The !target-async paths are getting less tested as time progresses.  All 
hosts except DJGPP do target async when remote debugging by default, I believe...

>     Is this something caused by rr?

So I'd think that stopping RR from using the "maint set target-async 0" command would make this go away.

Did you try the users/palves/immediate_quit branch?  It may also fix this
since https://sourceware.org/ml/gdb-patches/2016-03/msg00358.html removes the target_async_permitted checks from remote_terminal_inferior/remote_terminal_ours.
Comment 11 Yichao Yu 2016-03-30 12:43:24 UTC
On the users/palves/immediate_quit branch, it seems that remote_terminal_ours is never called since terminal_state is always terminal_is_ours and therefore remote_async_terminal_ours_p is always 0 and remote_terminal_inferior never bother to do anything.
Comment 12 Pedro Alves 2016-03-30 13:10:17 UTC
Thanks.  Indeed...  I fixed it in the users/palves/immediate_quit_pr19855 branch.  Could you give that a try?
Comment 13 Yichao Yu 2016-03-30 13:21:26 UTC
Yep, the users/palves/immediate_quit_pr19855 branch seems to have fixed this. Thanks!
Comment 14 Pedro Alves 2016-03-30 14:34:35 UTC
Alright, thanks for all the detective work, and for confirming!
Comment 15 Yichao Yu 2016-03-30 14:43:10 UTC
I pinged the rr issue tracker about this https://github.com/mozilla/rr/issues/1677#issuecomment-203408556

Is this option deprecated or should it be tested more?
Comment 16 Pedro Alves 2016-03-30 14:53:12 UTC
Since it's a maintenance command, users should not rely on it, and it may disappear at any moment without advance notice.

It's mainly a convenience for maintainers to try to reproduce issues that would normally only happen on non-GNU/Linux hosts.

It changes an internal implementation detail, and other than "maint target-async on" enabling support for more features, like background execution commands and non-stop mode, it should not have user-visible side effects.

Once all hosts support "maint set target-async on", the non-target-async code paths in gdb will be removed along with the command.  That may take a long while though, so I'm not holding my breath...
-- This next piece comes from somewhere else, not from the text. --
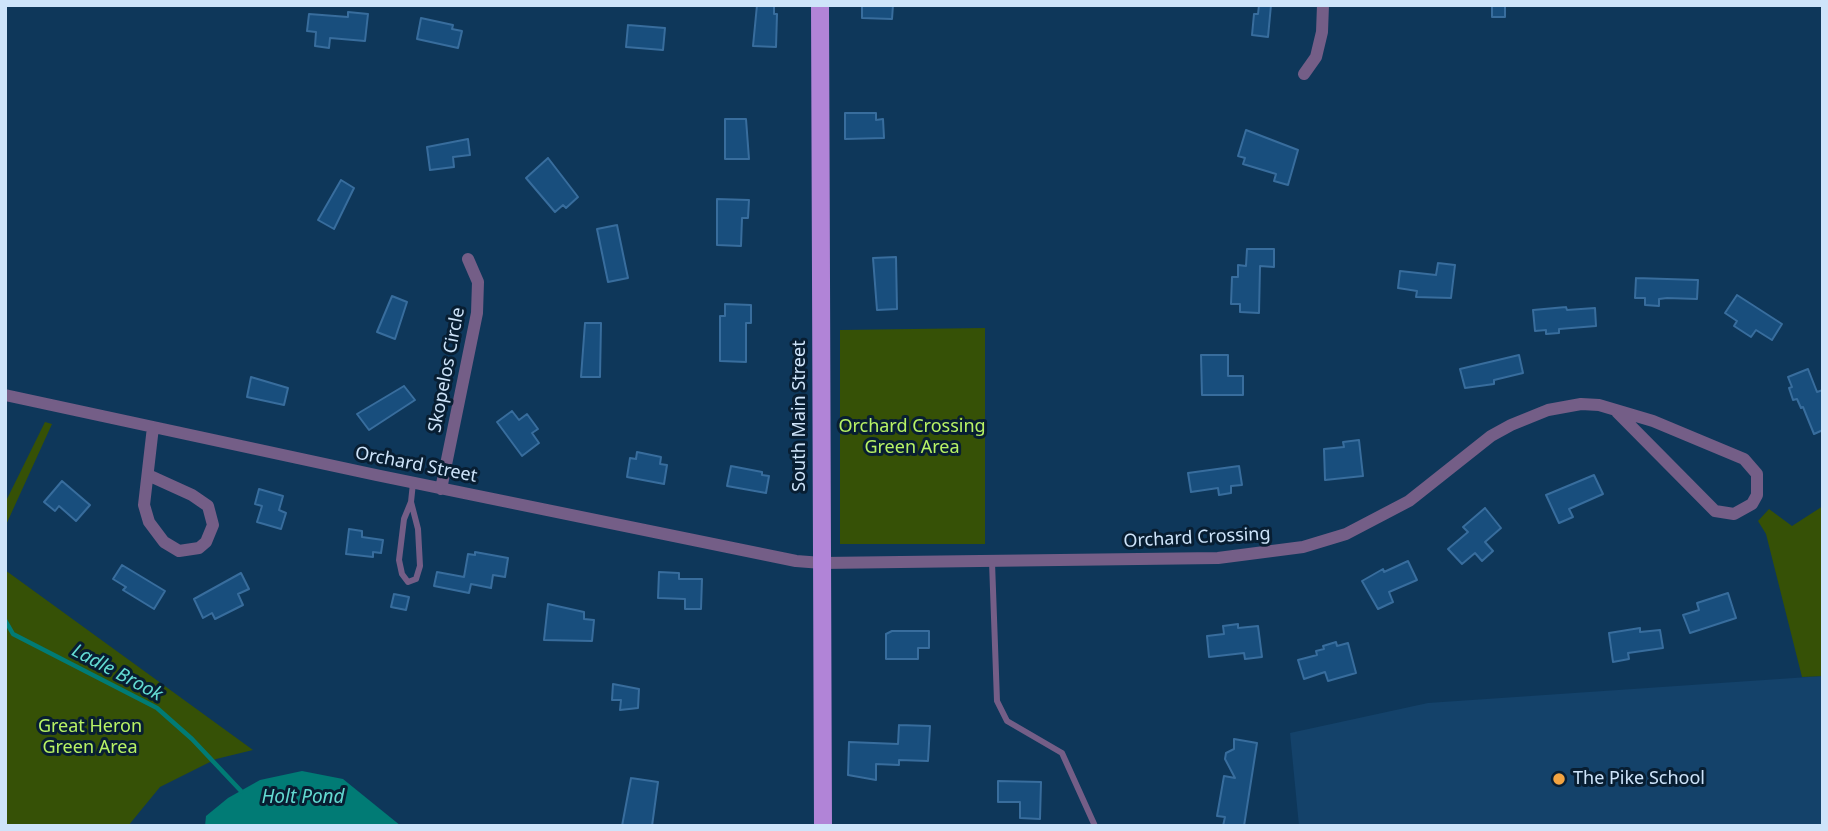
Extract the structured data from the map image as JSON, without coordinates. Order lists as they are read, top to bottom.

In sum, if you found a problem that led to the use of "maint set target-async off", please let us know about it, if you haven't already, so we can try to fix the problem properly.
Comment 17 Robert O'Callahan 2016-03-30 19:28:13 UTC
rr sets target-async to 0 because otherwise we get an error continuing under gdb:
../../gdb/target.c:602: internal-error: default_execution_direction: to_execution_direction must be implemented for reverse async

rr uses the remote target interface. The remote target interface does not implement to_execution_direction, hence once we started advertising support for reverse execution, we hit this error unless we also set target-async to 0.
Comment 18 Pedro Alves 2016-03-30 20:30:54 UTC
Eh, funny coincidence, I just posted a fix for that today.  See Bug 19840, and https://sourceware.org/ml/gdb-patches/2016-03/msg00558.html.  I'll make sure to include that in 7.11.1 too.
Comment 19 Robert O'Callahan 2016-03-30 21:17:26 UTC
OK, great! I apologize for not reporting that issue much earlier, I definitely should have.
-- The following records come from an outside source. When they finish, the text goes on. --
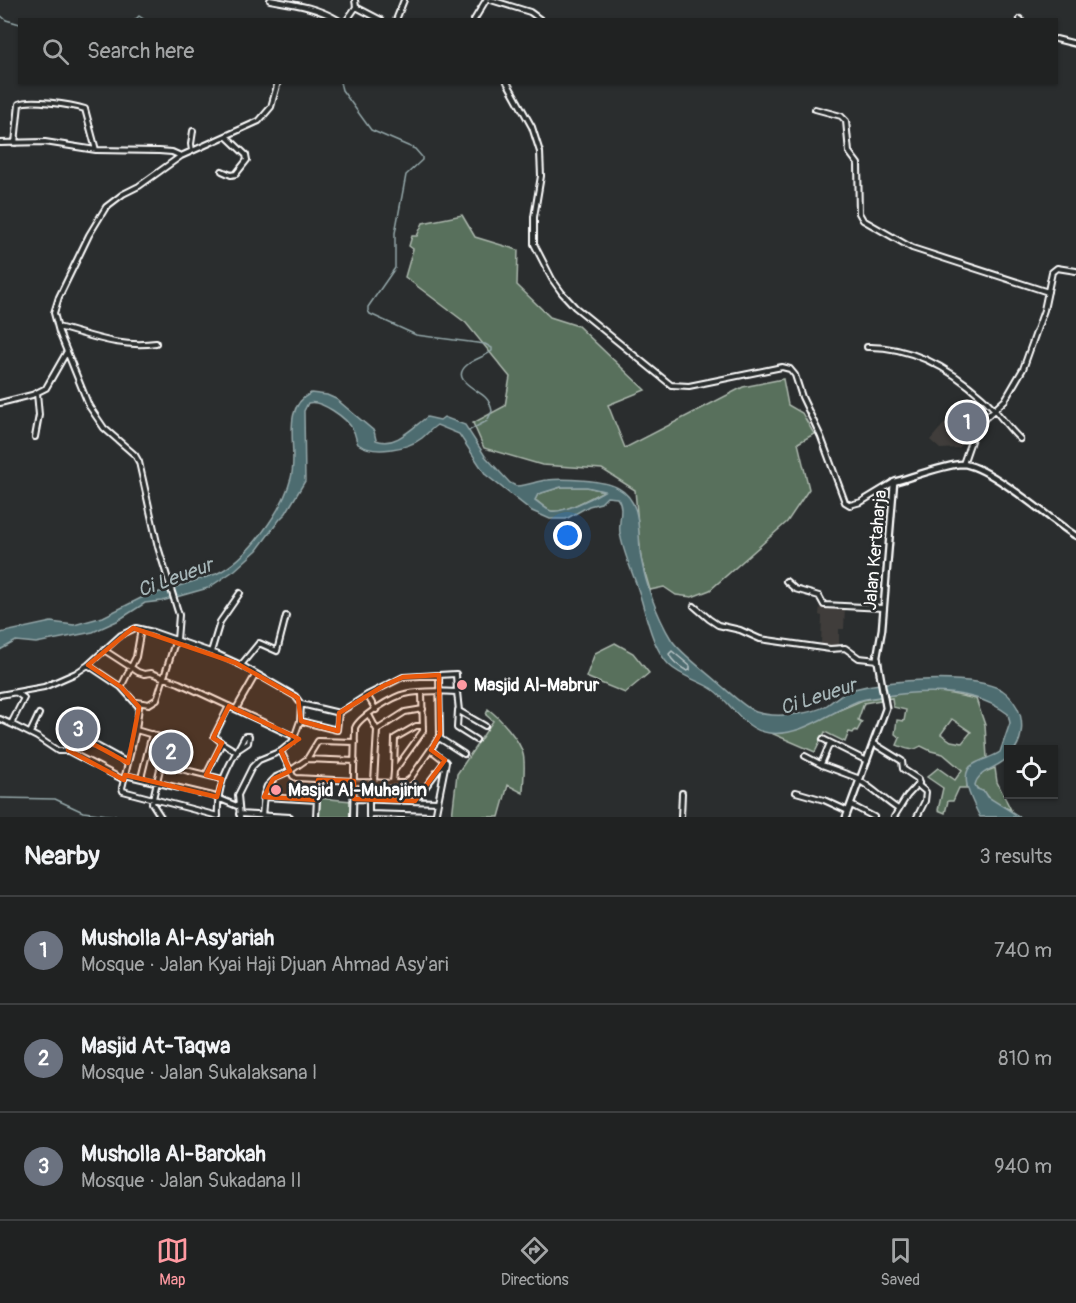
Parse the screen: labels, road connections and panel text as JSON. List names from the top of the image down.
{
  "streets": {
    "street": ["Jalan Kertaharja"]
  },
  "water": ["Ci Leueur"],
  "places": ["Masjid Al-Mabrur", "Masjid Al-Muhajirin"],
  "page": {
    "search": "Search here",
    "pins": ["1", "3", "2"],
    "heading": ["Nearby", "3 results"],
    "list": [
      {
        "mark": "1",
        "name": "Musholla Al-Asy'ariah",
        "note": "Mosque · Jalan Kyai Haji Djuan Ahmad Asy'ari",
        "value": "740 m"
      },
      {
        "mark": "2",
        "name": "Masjid At-Taqwa",
        "note": "Mosque · Jalan Sukalaksana I",
        "value": "810 m"
      },
      {
        "mark": "3",
        "name": "Musholla Al-Barokah",
        "note": "Mosque · Jalan Sukadana II",
        "value": "940 m"
      }
    ],
    "nav": ["Map", "Directions", "Saved"]
  }
}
At some point I'll update rr to sniff the gdb version (using Python if necessary) so we can stop issuing those target-async commands.
Comment 20 Pedro Alves 2016-04-13 09:52:34 UTC
This should be fixed on master now.
Comment 21 Pedro Alves 2016-04-13 09:54:27 UTC
(and by "this" I meant the readline abort.)
Comment 22 Pedro Alves 2016-04-13 13:40:06 UTC
FYI, Bug 19840 (the "maint target-async on" crash internal-error is now fixed on master and (future) 7.11.1.
Comment 23 Pedro Alves 2016-08-08 18:41:35 UTC
The whole immediate_quit/Ctrl-C rework is in (soon to be released) gdb 7.12, so I think we can close this now.